Figure 4 shows the individual monkeys’ performance in each range as a function of the ratio between sets. The ANCOVAs revealed that Gonzo, F (1, 51) = 7.51, p < .01, Mason, F (1, 51) = 5.97, p =.018, Benny, F (1, 51) = 13.11, p < .001, and Gretel, F (1, 51) = 30.02, p < .001, all showed better performance for the large magnitude range. Bailey, F (1, 51) = 3.94, p = .053, and Lexi, F (1, 51) = 0.01, p = .92, showed no difference for the two magnitude ranges.

Fig. 4
figure 4

Data for individual moneys with the small and large magnitude arrays shown as a function of the ratio between sets

General discussion

These results are valuable in light of the ongoing debate in the comparative and developmental literature over the mechanisms underlying numerical cognition. Much of the previous research had indicated strong support for a single quantity representation system among non-human primate species (Barnard et al., 2013; Beran, 2004, 2007, 2008; Evans et al., 2009; Cantlon & Brannon, 2006a, b; Hanus & Call, 2007; Judge, Evans, & Vyas, 2005; Merritt et al., 2011; Nieder & Miller, 2004, but see Hauser et al. 2000a, b). The present data provide similar support, and in a test that was based on one used with adult humans that had instead indicated two systems might be at work. These experimentally-naïve capuchin monkeys demonstrated the reported pattern of results from the outset of testing, suggestive of only one system at work. This was true in Experiment 1 in terms of their accuracy in choosing the larger set and in terms of comparable response times to large-magnitude sets and small-magnitude sets (but see Tomonaga & Matsuzawa, 2002, for a different test with chimpanzees in which there was evidence of faster responding to small sets). In Experiment 2, strong ratio effects were evident (as were distance effects), but these were equivalent for the small and large quantity ranges for a few monkeys, or, in the majority of cases, monkeys showed greater discrimination performance with the larger quantity range. One reason for this might be greater overall dot stimulus amount onscreen despite consistent relative amounts of dot stimuli in the two ranges. This might lead to the slight increase in performance if those sets led to more attentive discrimination. However, as illustrated in Figs. 3 and 4, the clearest conclusion is that performance is highly similar whether monkeys are choosing between two relatively small dot magnitudes or two relatively large ones.

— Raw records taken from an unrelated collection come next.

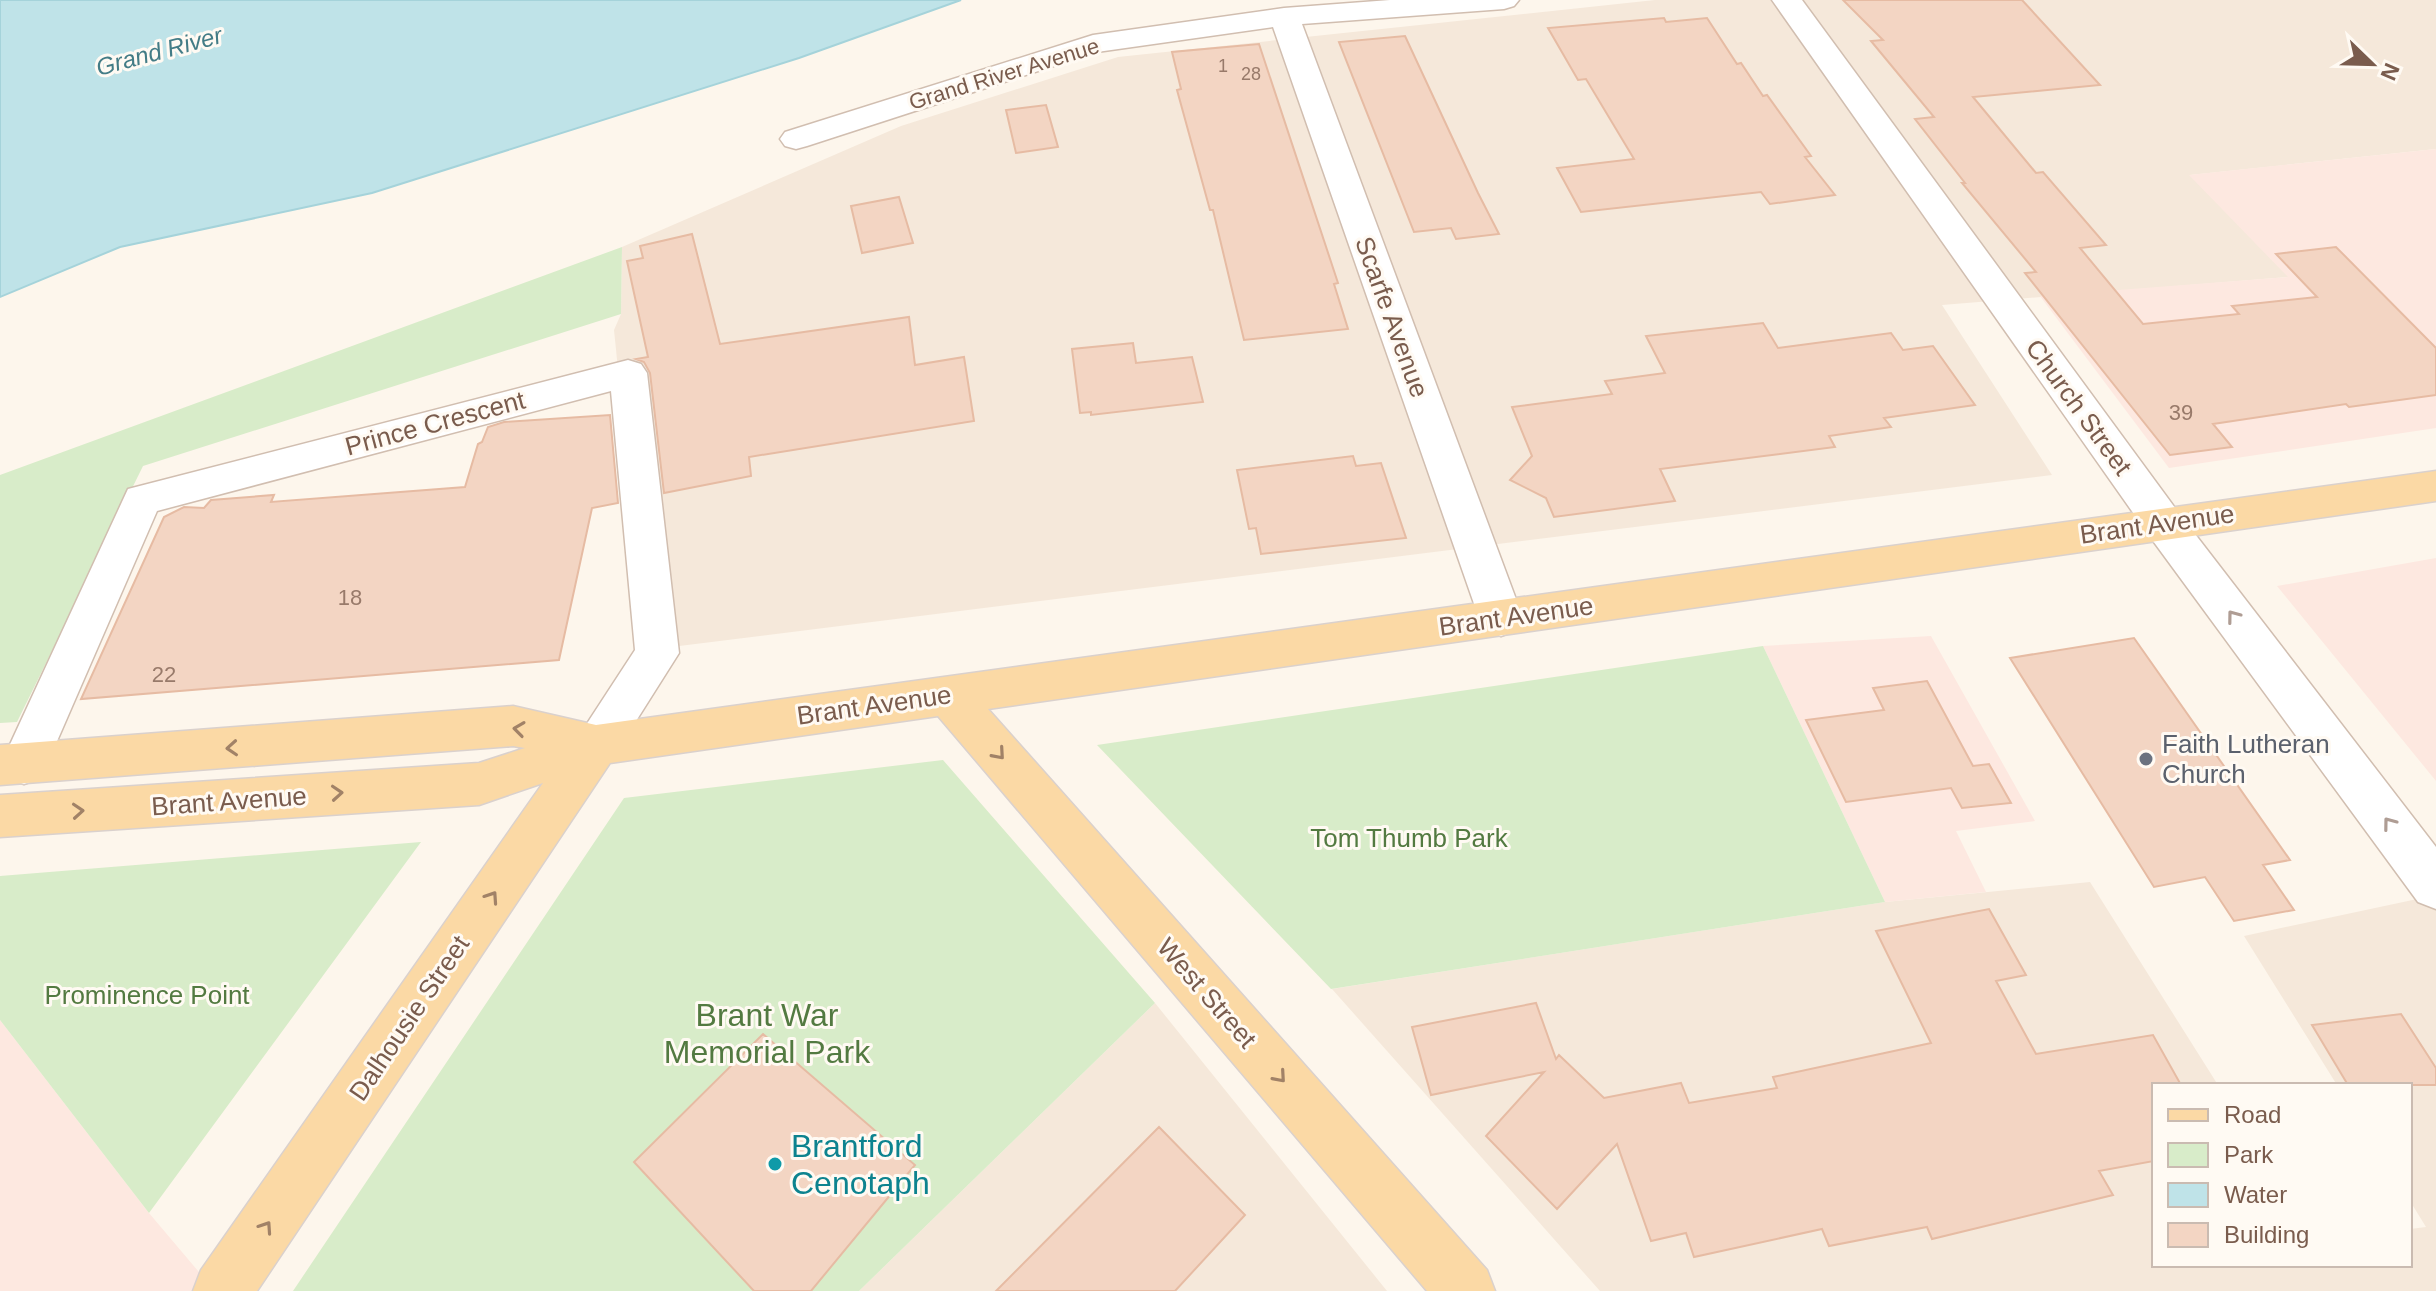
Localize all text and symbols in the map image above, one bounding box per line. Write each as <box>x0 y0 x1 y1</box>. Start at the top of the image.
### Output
water label: Grand River <box>93 21 226 81</box>
north arrow <box>2332 24 2412 104</box>
street label: Grand River Avenue <box>906 33 1102 115</box>
house number: 1 <box>1218 56 1228 76</box>
text: N <box>2375 59 2405 84</box>
house number: 28 <box>1241 64 1261 84</box>
street label: Scarfe Avenue <box>1349 233 1435 401</box>
street label: Church Street <box>2020 333 2139 481</box>
street label: Prince Crescent <box>342 384 529 461</box>
house number: 39 <box>2169 400 2193 425</box>
street label: Brant Avenue <box>2078 498 2236 550</box>
house number: 18 <box>338 585 362 610</box>
street label: Brant Avenue <box>1437 590 1595 642</box>
one-way arrow <box>2228 610 2242 625</box>
house number: 22 <box>152 662 176 687</box>
street label: Brant Avenue <box>795 679 953 731</box>
one-way arrow <box>513 721 526 738</box>
place label: Faith Lutheran Church <box>2162 729 2330 789</box>
one-way arrow <box>226 739 239 756</box>
one-way arrow <box>990 744 1004 759</box>
marker: Faith Lutheran Church <box>2137 750 2155 768</box>
street label: Brant Avenue <box>150 781 308 821</box>
one-way arrow <box>331 785 344 802</box>
one-way arrow <box>72 803 85 820</box>
one-way arrow <box>2385 818 2399 832</box>
park label: Tom Thumb Park <box>1310 823 1509 853</box>
one-way arrow <box>482 891 497 905</box>
street label: Dalhousie Street <box>343 929 476 1106</box>
street label: West Street <box>1151 932 1263 1054</box>
park label: Prominence Point <box>44 980 250 1010</box>
park label: Brant War Memorial Park <box>664 997 871 1070</box>
one-way arrow <box>1270 1067 1285 1082</box>
legend <box>2152 1083 2412 1267</box>
text: Road <box>2224 1101 2281 1128</box>
place label: Brantford Cenotaph <box>791 1128 930 1201</box>
text: Park <box>2224 1141 2274 1168</box>
marker: Brantford Cenotaph <box>766 1155 784 1173</box>
text: Water <box>2224 1181 2287 1208</box>
one-way arrow <box>256 1221 271 1235</box>
text: Building <box>2224 1221 2309 1248</box>

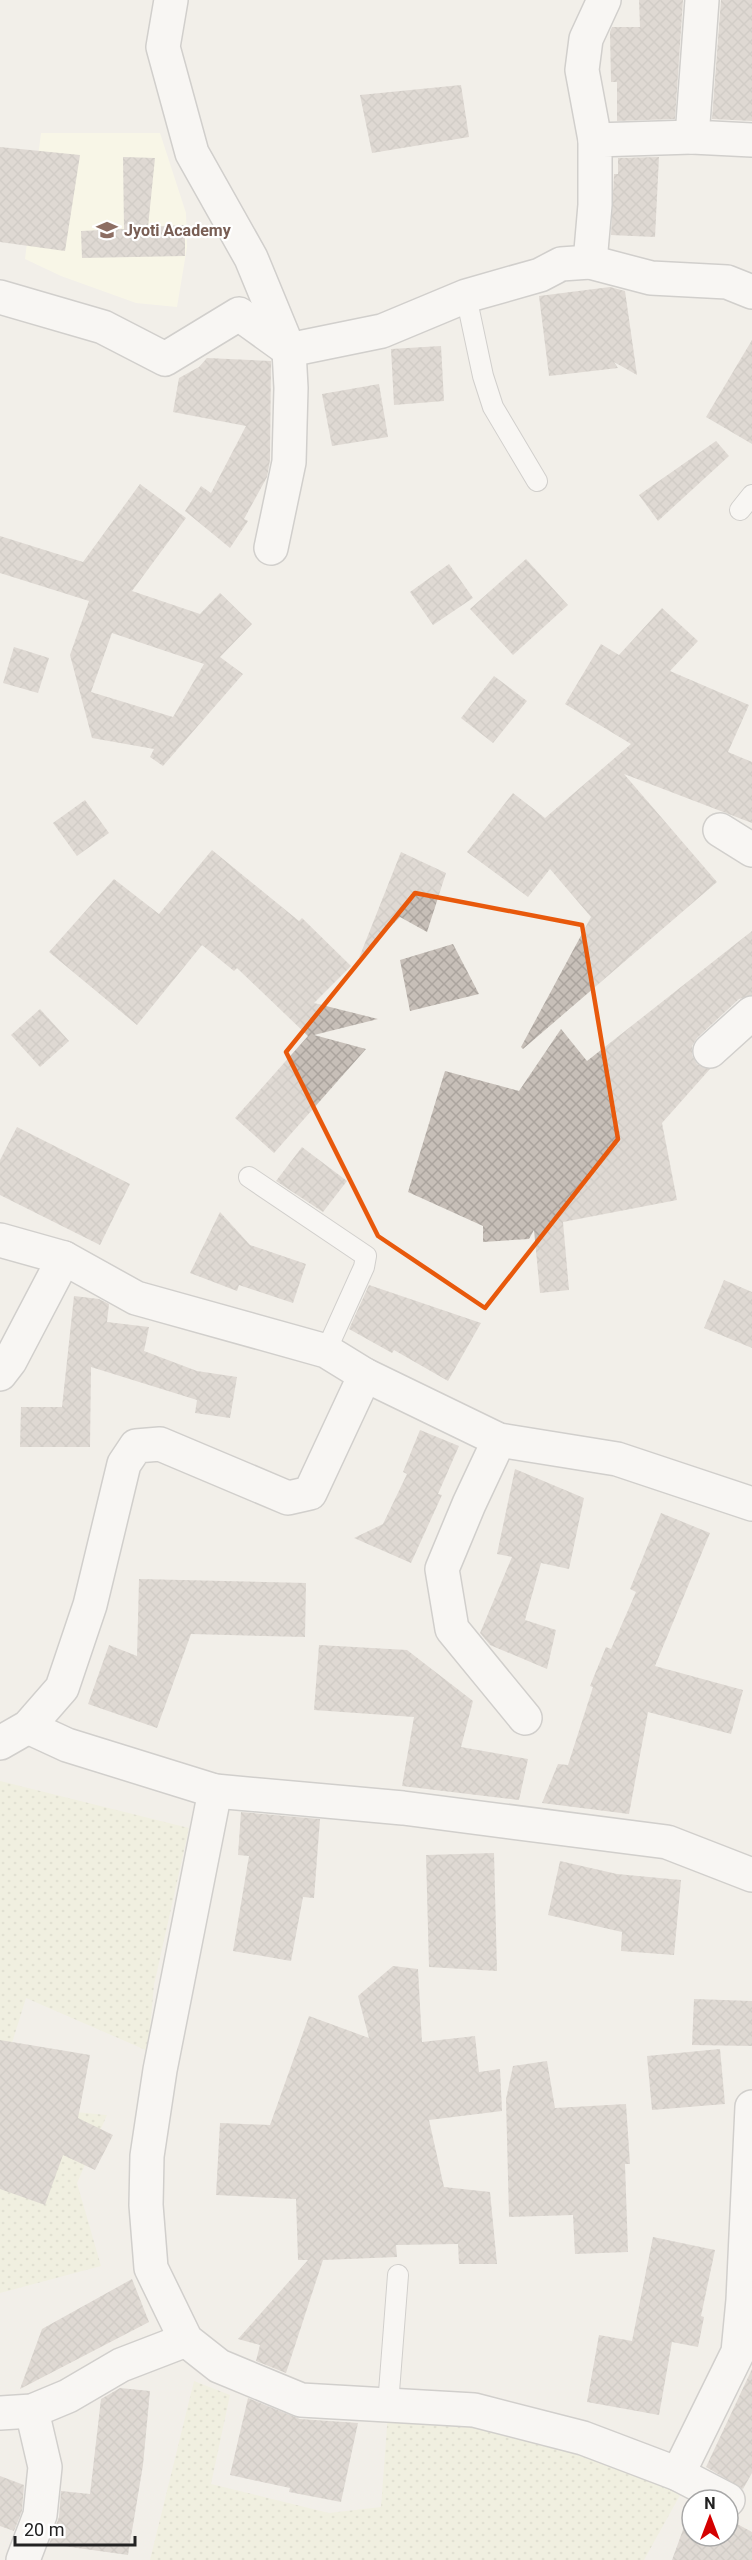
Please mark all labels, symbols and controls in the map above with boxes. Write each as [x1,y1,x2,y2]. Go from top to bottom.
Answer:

It is interesting to consider why there is a difference between the treatment of small and large sets for humans (in some studies) but not often such a difference in tests with non-human animals (and, very rarely such a difference for non-human primates). Sensitivity to a wide range of quantities would clearly be advantageous among all animal species in the realms of foraging, predation, and sexual selection. A system that allowed one to generate approximate representations for telling apart important differences (e.g., five vs. eight pieces of food) but not for telling apart small differences in large magnitudes (e.g., 12 vs. 13 predators, 21 vs. 22 pieces of food) would be valuable. The approximate number system does just this, and is seen in many species.

More precise and exact representations of small quantities and numbers also could serve an adaptive function, particularly where keeping track of exactly what or who is around you is critical (e.g., as in the case of seeing two vs. three predators in the vicinity). Thus, one can see why such a system might exist. But, the more precise and rapid apprehension and representation of small numbers of items is not often evident in other species (including in the present experiment) and is not always present even in tests with humans, and therefore remains elusive with regard to understanding whether it is a core system or instead may be the result of specialized learning or experience or special stimulus presentation formats (e.g., Hyde, 2011). More research is needed to clarify that issue, but the present results showed that these naïve capuchin monkeys do not show privileged capacities for dealing with small numbers of items. Such privilege may be unique to human quantity comparisons, or perhaps is the result of specific kinds of experiences or task demands in making such judgments.